Re: [patch 9/9] mm: do_sync_mapping_range integrity fix

Nick Piggin <npiggin@xxxxxxx> · Fri, 31 Oct 2008 10:16:16 +0100

On Thu, Oct 30, 2008 at 04:13:44PM -0700, Andrew Morton wrote:
> On Wed, 29 Oct 2008 01:47:24 +1100
> npiggin@xxxxxxx wrote:
> 
> > Chris Mason notices do_sync_mapping_range didn't actually ask for data
> > integrity writeout. Unfortunately, it is advertised as being usable for
> > data integrity operations.
> > 
> > This is a data interity bug.
> > 
> > Signed-off-by: Nick Piggin <npiggin@xxxxxxx>
> > ---
> > Index: linux-2.6/fs/sync.c
> > ===================================================================
> > --- linux-2.6.orig/fs/sync.c
> > +++ linux-2.6/fs/sync.c
> > @@ -269,7 +269,7 @@ int do_sync_mapping_range(struct address
> >  
> >  	if (flags & SYNC_FILE_RANGE_WRITE) {
> >  		ret = __filemap_fdatawrite_range(mapping, offset, endbyte,
> > -						WB_SYNC_NONE);
> > +						WB_SYNC_ALL);
> >  		if (ret < 0)
> >  			goto out;
> >  	}
> > 
> 
> Really?
> 
> Some thought did go into the code which you're "fixing".
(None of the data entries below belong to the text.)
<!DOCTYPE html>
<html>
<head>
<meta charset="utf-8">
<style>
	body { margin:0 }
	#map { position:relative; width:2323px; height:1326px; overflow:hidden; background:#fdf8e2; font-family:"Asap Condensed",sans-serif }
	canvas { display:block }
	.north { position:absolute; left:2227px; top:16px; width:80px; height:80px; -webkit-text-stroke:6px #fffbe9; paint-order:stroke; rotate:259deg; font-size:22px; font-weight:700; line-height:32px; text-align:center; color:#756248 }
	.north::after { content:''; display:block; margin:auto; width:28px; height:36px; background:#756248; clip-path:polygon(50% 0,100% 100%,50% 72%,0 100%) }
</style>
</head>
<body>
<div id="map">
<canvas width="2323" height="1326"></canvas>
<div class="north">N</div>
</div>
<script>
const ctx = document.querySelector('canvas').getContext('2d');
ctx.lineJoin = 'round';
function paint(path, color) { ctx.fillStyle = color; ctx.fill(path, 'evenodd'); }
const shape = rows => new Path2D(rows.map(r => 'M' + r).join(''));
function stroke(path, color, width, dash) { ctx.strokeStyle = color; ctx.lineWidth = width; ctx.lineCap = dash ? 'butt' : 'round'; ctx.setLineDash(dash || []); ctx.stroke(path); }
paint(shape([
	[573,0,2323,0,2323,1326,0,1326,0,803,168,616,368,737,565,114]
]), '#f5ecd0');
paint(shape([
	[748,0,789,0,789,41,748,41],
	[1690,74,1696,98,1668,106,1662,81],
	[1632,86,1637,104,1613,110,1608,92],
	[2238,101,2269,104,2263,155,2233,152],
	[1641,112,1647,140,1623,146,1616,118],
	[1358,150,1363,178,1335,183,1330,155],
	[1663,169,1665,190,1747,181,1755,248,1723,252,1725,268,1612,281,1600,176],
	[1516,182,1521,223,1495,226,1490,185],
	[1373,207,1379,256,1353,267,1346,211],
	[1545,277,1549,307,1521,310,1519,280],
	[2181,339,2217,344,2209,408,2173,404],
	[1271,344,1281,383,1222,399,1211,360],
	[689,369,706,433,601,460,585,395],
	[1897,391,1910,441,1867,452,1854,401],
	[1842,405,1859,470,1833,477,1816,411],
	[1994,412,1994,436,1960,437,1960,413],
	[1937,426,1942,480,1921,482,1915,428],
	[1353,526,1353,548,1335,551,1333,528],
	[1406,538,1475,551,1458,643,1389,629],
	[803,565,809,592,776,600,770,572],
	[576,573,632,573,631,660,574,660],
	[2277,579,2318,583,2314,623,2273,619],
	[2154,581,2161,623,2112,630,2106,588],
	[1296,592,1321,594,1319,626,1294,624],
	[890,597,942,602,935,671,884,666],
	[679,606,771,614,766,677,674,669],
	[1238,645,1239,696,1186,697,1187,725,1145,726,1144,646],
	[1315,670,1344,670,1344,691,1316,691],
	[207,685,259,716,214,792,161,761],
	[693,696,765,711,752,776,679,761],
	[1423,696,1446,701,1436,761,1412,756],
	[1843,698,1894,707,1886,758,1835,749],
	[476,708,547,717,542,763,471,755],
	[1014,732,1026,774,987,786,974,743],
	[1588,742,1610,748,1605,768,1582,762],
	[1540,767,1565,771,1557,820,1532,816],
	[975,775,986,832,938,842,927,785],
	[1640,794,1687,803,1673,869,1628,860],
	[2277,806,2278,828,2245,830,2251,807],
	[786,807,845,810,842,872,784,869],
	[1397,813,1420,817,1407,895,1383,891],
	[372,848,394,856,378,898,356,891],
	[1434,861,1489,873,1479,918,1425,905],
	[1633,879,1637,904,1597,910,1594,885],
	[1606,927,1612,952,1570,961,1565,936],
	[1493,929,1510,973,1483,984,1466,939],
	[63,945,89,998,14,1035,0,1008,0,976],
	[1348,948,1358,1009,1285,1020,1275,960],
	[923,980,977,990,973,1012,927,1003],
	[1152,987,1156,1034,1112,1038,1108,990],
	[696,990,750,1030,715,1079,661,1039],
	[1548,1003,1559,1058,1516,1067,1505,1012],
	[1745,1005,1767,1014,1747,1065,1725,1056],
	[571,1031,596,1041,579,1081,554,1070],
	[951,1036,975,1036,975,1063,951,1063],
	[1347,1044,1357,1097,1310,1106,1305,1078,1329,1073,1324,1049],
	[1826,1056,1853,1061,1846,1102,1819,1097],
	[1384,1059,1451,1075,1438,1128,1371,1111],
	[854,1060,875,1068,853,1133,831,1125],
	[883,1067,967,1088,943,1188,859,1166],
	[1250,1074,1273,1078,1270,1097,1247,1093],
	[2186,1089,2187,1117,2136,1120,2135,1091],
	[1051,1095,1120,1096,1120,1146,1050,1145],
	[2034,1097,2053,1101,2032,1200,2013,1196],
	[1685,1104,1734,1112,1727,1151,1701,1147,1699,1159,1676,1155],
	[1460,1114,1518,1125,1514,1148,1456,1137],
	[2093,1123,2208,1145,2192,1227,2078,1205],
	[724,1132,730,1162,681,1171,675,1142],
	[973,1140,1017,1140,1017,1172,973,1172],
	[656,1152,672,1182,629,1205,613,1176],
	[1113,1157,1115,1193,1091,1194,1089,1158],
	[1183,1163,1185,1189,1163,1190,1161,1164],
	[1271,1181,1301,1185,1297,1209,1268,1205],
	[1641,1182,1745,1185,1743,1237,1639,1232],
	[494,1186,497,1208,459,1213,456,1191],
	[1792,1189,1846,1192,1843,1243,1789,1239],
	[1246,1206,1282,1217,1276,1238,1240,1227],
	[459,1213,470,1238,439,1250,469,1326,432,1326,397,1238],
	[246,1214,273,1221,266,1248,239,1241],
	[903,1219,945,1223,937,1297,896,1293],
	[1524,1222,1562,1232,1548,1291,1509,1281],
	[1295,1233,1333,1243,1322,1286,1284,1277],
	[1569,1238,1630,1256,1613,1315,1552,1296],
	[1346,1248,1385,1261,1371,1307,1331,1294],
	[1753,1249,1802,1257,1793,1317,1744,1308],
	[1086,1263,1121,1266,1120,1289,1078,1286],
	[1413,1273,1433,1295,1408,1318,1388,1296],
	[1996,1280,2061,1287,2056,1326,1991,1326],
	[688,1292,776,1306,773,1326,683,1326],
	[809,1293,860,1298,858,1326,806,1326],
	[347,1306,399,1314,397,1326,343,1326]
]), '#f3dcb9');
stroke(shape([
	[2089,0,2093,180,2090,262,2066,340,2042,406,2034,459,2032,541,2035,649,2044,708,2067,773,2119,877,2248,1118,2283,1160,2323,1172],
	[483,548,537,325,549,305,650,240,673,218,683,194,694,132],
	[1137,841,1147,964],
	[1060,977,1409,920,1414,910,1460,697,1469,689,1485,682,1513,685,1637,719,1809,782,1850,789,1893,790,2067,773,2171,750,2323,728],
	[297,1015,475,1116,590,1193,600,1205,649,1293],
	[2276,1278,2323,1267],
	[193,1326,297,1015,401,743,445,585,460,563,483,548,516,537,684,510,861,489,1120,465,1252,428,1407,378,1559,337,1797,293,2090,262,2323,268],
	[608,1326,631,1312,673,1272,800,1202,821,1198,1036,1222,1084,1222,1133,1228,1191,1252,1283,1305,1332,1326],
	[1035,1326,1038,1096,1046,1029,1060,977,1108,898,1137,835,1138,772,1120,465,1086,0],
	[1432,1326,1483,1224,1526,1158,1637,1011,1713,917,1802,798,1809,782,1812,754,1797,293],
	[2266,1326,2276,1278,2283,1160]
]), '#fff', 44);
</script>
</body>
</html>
Yes, I even remember something of a flamewar involving me and you :)

>  If the caller
> is using sync_file_range() for integrity then the caller has done a
> SYNC_FILE_RANGE_WAIT_BEFORE.

No disputes about whether the API works "by design". But I think the
implementation has a bug. I'll explain:

> So all we need to guarantee here is that
> __filemap_fdatawrite_range(WB_SYNC_NONE) will start writeout on all
> dirty pages in the range.  Probably that gets broken lower down as part
> of various hacks^woptimisations have gone in, but which ones, and
> where?  Perhaps _this_ (if it's there) is what should be fixed.

WB_SYNC_NONE has never (until this was introduced) been used for data
integrity AFAIKS. There is code littered throughout fs/ which assumes
WB_SYNC_NONE ~= "efficiency / background writeback". At least
definitely the buffer.c "trylock" will cause dirty pages to be
skipped. There is also a fair amount of filesystem code I haven't looked
at. The fs-writeback.c code might not affect this path, but it also
definitely makes the same assumption about WB_SYNC_NONE, so it would be
ugly to mandate WB_SYNC_NONE is for data integrity from mapping downard,
but not from inode upward...

I didn't check, but I suspect this has been broken since it got merged.

> And if we _do_ make the above change, we don't need to run the
> wait_on_page_writeback_range() if userspace asked for
> SYNC_FILE_RANGE_WAIT_BEFORE|SYNC_FILE_RANGE_WRITE, yes?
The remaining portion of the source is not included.